Fascinating Fossils: Permineralized, Petrified, Or Neither
Permineralization is the process by which hard water fills in the spaces that existed in once-living organisms, and is the driving force behind petrification. It is also one of the most common forms of fossilization for both animals and large plants. Petrified dinosaur bones have allowed scientists to create detailed histological studies of the extinct reptiles. Petrified wood has pushed forward the field of paleobotany as well as serving as artistic medium and inspiration for many, with its striking variations in colors and patterns.
However, permineralization is not the only process by which fossils are made, simply one of the most detailed. It takes very fortunate circumstances for permineralization, and therefore petrification, to occur.
Compression fossils are usually created when something small is entombed very quickly and compressed between the many layers of sediment. The resulting fossils are typically flat and 2-dimensional, but preserve fascinating profiles of how organisms would likely be articulated in life. These fossils also have the potential to create natural, aesthetically pleasing compositions, with positive/negative fossils that reflect themselves in the stone once split.
Metasequoia fossils from the Tranquille Shale in British Columbia are an example of a compression fossil.
Many fossils are preserved as impressions, or molds. These can create fascinating pictures of organisms trapped in very short periods of time, as with many fossils of this nature it is likely that they were entombed while still alive. Mold fossils are created when an organism decays faster than the organic content can be replaced by minerals from groundwater. This leaves an empty impression of the organism, but doesn’t preserve internal detail. When a mold fossil is filled by hard water, the resulting mineral is called a cast fossil. Cast fossils are different from petrified fossils because they only preserve the outermost layer of detail.
Trace fossils, like footprints, coprolites (fossilized dung), tail trails, and skin or foliage impressions, are another type of fossil that are not permineralized. This is because they are not actually organic remains at all, or at least not directly. Trace fossils are any indirect remains of a living organism, and are preserved in a similar manner to most fossils. They get covered by a layer of sediment, and become preserved in the stone as it compresses and hardens. These fossils are some of the hardest to spot, and are highly susceptible to natural forces such as erosion, so they are not very common.

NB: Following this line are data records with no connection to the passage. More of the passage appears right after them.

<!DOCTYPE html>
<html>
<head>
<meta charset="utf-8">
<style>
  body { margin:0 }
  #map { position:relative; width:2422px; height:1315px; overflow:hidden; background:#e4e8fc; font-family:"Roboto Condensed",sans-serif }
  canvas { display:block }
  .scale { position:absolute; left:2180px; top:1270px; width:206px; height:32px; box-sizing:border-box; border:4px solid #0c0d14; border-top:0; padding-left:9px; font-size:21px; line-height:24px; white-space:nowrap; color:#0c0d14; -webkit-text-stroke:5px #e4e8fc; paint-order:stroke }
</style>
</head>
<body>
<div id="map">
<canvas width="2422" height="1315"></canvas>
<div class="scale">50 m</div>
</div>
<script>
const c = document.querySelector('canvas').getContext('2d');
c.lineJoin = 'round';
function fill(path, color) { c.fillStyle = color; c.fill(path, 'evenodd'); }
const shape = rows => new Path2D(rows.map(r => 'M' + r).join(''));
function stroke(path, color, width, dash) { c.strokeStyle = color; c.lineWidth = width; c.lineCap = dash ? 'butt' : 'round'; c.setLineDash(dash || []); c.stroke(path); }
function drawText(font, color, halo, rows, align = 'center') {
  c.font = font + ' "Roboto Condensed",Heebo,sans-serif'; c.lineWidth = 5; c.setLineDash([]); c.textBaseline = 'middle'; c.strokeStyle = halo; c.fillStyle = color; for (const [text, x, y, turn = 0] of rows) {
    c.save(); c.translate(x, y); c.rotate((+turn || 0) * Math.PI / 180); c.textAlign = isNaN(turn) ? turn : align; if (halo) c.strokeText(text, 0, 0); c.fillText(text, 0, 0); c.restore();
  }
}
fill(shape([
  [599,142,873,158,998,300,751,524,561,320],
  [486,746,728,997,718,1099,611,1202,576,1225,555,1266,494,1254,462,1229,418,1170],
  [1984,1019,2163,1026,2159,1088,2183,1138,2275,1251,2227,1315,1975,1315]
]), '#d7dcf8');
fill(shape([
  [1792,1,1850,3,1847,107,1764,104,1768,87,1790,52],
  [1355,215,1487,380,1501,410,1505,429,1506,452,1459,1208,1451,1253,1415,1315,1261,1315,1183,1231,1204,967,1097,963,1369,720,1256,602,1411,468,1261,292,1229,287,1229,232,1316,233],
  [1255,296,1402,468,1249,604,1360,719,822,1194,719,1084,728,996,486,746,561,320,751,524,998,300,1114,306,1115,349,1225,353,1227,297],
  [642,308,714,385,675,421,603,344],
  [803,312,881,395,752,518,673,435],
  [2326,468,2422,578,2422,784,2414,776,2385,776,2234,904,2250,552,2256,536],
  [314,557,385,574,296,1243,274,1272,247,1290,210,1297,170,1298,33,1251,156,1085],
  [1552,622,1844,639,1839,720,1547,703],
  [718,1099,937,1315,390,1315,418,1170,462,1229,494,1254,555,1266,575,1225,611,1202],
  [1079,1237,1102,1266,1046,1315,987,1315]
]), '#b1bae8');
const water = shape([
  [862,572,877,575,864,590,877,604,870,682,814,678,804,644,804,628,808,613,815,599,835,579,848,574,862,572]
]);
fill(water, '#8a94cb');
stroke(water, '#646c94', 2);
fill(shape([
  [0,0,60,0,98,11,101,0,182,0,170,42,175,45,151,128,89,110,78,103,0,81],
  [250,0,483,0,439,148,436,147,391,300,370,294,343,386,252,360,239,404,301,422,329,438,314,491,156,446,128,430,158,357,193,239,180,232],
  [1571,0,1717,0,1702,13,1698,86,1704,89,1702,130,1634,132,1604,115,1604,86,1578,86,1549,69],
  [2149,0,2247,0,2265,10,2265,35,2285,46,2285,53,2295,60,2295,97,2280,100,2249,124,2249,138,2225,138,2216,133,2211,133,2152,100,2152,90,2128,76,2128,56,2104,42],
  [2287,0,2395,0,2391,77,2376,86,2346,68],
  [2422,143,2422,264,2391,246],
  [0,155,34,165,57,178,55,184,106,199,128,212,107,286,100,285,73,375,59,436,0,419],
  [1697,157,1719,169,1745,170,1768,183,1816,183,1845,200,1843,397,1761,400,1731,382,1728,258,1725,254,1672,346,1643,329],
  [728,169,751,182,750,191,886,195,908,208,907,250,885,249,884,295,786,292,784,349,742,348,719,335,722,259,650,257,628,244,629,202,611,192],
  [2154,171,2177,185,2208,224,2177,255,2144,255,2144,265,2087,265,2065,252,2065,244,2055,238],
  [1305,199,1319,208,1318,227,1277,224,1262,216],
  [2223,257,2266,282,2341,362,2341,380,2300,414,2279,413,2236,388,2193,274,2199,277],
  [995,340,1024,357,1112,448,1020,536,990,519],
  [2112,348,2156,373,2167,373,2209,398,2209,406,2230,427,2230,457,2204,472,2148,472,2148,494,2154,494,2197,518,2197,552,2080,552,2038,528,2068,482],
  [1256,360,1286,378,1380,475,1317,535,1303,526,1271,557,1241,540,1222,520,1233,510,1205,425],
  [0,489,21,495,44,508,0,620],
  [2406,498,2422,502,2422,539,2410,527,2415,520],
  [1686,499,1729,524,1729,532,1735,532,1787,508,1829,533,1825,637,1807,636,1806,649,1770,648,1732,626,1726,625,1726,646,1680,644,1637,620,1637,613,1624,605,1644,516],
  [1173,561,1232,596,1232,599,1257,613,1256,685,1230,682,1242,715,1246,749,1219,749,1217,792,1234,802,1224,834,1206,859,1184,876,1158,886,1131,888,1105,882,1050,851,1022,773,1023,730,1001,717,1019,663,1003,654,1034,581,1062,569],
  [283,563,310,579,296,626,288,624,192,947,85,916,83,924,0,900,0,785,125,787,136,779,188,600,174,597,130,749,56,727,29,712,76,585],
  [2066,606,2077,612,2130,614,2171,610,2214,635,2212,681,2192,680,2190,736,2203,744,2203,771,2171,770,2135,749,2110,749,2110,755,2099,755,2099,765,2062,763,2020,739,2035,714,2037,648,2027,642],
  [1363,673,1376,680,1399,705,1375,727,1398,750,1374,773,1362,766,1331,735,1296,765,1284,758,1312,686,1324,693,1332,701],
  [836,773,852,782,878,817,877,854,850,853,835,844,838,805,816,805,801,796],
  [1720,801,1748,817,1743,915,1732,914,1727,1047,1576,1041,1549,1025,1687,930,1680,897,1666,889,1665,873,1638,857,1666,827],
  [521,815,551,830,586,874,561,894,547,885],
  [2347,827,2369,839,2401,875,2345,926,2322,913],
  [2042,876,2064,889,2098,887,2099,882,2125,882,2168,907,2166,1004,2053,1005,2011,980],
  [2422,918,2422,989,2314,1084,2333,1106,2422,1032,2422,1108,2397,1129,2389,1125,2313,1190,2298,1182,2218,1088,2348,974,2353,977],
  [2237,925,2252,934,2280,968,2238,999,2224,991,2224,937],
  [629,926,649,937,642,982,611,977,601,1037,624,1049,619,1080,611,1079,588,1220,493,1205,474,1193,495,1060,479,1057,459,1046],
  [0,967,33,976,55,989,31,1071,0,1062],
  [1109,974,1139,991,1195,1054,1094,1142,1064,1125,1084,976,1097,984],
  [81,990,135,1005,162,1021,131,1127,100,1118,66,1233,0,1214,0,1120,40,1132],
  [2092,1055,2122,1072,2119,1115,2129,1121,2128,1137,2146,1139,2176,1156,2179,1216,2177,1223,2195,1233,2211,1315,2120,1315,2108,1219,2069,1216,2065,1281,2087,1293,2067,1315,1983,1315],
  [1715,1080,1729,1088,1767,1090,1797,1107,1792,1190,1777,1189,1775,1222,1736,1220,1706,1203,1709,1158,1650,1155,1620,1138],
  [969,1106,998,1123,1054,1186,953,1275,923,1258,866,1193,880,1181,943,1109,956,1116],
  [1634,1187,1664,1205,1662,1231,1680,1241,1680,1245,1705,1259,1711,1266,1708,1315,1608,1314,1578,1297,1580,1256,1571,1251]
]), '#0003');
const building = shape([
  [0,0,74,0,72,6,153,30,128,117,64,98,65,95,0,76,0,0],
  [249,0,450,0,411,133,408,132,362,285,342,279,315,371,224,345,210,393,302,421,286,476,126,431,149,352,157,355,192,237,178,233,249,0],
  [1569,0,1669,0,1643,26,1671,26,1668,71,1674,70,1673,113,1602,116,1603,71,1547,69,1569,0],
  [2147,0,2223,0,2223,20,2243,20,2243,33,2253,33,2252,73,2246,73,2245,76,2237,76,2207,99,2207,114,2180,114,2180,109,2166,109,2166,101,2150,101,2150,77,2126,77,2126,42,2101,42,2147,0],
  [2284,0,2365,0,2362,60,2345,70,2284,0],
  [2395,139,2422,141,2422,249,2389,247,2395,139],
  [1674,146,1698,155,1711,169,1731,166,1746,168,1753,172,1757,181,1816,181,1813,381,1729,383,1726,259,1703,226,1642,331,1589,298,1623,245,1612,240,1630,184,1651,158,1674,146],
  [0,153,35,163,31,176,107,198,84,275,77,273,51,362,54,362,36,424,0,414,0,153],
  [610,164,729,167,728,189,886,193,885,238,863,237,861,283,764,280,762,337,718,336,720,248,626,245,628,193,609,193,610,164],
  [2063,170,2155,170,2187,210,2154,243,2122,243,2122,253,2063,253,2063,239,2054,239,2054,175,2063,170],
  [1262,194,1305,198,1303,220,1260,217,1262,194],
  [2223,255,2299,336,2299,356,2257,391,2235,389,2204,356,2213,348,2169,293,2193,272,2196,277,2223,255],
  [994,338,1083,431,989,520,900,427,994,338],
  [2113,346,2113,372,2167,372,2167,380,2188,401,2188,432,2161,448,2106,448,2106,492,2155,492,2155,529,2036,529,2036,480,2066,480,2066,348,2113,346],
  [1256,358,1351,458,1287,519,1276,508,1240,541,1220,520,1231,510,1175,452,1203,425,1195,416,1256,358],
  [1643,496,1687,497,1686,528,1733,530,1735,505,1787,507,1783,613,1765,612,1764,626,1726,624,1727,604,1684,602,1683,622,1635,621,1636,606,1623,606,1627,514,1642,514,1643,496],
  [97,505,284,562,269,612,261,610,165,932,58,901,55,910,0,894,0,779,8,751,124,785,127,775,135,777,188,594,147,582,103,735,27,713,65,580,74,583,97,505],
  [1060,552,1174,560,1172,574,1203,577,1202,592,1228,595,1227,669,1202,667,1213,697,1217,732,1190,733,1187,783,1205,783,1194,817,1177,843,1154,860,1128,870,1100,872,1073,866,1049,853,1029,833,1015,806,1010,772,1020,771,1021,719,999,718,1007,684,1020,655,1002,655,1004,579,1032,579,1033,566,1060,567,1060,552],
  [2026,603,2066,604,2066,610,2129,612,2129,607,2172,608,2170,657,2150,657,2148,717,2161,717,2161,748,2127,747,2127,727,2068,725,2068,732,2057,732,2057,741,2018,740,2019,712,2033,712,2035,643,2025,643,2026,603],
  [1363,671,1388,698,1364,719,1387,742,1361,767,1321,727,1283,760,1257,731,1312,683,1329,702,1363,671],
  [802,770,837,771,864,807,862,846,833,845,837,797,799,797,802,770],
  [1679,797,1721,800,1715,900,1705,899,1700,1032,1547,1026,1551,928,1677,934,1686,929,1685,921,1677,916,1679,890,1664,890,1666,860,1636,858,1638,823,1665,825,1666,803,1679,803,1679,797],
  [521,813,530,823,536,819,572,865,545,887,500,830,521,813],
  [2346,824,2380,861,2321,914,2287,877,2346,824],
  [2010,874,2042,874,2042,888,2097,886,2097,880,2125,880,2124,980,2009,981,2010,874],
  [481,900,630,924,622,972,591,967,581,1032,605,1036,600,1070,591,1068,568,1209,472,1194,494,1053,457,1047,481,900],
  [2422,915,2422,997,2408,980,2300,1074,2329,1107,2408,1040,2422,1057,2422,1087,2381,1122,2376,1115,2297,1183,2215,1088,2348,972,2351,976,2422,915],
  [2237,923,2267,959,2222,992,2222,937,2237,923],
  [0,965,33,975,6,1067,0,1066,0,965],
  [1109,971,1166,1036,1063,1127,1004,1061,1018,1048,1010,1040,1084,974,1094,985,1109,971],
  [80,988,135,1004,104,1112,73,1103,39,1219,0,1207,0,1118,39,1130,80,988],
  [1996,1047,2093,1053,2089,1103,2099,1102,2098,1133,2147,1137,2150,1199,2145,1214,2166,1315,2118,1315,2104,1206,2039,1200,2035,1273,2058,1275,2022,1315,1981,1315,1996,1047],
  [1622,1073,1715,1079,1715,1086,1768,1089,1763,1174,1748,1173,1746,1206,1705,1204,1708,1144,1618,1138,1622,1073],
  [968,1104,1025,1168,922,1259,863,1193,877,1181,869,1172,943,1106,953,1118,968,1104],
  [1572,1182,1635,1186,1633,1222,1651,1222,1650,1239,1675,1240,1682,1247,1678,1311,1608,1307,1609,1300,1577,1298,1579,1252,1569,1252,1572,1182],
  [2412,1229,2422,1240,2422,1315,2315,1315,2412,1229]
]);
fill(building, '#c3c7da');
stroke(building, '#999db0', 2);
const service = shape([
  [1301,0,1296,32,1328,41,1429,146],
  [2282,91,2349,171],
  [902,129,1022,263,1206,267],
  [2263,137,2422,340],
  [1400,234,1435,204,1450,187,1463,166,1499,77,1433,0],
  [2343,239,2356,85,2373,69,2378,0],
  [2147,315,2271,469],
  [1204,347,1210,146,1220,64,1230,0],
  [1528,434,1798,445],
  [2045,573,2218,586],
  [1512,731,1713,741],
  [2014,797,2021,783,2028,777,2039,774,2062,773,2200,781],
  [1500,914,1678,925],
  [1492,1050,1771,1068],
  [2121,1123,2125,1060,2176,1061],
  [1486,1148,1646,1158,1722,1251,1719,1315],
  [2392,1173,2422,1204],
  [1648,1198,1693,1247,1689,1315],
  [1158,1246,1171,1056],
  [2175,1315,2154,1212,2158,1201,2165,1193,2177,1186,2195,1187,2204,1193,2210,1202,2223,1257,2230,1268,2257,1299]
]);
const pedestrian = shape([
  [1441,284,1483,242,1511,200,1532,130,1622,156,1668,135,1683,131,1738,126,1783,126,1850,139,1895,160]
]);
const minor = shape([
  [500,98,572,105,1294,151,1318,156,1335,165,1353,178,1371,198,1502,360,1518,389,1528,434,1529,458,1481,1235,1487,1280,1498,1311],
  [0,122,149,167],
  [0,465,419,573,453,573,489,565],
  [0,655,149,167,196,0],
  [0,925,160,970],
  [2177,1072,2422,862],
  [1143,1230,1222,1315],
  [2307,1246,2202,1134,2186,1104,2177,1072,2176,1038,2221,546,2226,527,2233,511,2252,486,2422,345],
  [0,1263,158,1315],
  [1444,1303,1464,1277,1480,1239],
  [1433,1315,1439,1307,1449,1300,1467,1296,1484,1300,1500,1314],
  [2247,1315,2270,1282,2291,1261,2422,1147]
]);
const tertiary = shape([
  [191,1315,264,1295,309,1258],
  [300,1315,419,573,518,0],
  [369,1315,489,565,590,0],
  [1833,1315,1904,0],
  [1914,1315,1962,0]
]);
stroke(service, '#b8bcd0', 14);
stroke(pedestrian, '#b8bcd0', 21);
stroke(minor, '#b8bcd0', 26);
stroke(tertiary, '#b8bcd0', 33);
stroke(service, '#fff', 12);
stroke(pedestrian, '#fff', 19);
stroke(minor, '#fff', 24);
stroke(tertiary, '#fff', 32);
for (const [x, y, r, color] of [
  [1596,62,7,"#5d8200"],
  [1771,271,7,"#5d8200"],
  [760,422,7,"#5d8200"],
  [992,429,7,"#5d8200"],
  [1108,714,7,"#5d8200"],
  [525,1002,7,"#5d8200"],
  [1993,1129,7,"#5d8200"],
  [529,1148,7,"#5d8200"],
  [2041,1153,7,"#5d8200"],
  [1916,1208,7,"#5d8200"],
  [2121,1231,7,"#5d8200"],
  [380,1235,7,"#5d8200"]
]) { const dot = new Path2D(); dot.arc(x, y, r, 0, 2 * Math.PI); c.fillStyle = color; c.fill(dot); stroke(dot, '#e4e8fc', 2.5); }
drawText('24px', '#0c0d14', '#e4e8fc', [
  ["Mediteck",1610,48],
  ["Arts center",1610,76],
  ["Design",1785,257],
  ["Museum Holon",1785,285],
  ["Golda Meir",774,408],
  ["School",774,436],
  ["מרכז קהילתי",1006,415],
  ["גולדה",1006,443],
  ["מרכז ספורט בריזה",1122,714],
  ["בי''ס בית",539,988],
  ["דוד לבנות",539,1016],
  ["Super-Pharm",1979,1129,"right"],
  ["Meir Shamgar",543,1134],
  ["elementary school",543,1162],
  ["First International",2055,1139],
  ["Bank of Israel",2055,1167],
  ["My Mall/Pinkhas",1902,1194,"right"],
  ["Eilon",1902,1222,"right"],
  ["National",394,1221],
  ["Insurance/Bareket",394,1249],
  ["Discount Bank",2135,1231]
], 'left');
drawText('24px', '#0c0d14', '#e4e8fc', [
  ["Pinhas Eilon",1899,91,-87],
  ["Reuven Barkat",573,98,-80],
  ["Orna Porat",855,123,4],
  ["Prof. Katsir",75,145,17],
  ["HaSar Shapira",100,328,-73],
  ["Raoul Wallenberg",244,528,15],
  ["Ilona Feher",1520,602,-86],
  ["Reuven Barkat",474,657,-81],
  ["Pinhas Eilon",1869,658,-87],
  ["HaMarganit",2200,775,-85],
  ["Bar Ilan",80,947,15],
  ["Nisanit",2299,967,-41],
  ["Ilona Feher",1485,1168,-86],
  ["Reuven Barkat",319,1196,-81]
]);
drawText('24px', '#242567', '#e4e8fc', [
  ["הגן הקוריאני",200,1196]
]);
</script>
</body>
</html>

Fossils of all kinds are fascinating, and not just because they are representative of the story of life on Earth from beginning to the present. They are also our only window into that story, and without them we would have barely any clue as to how the fantastical diversity of life on Earth came to be. Petrification is one of the most detailed forms of fossilization, and thanks to it, we know more about the past than we ever could have before.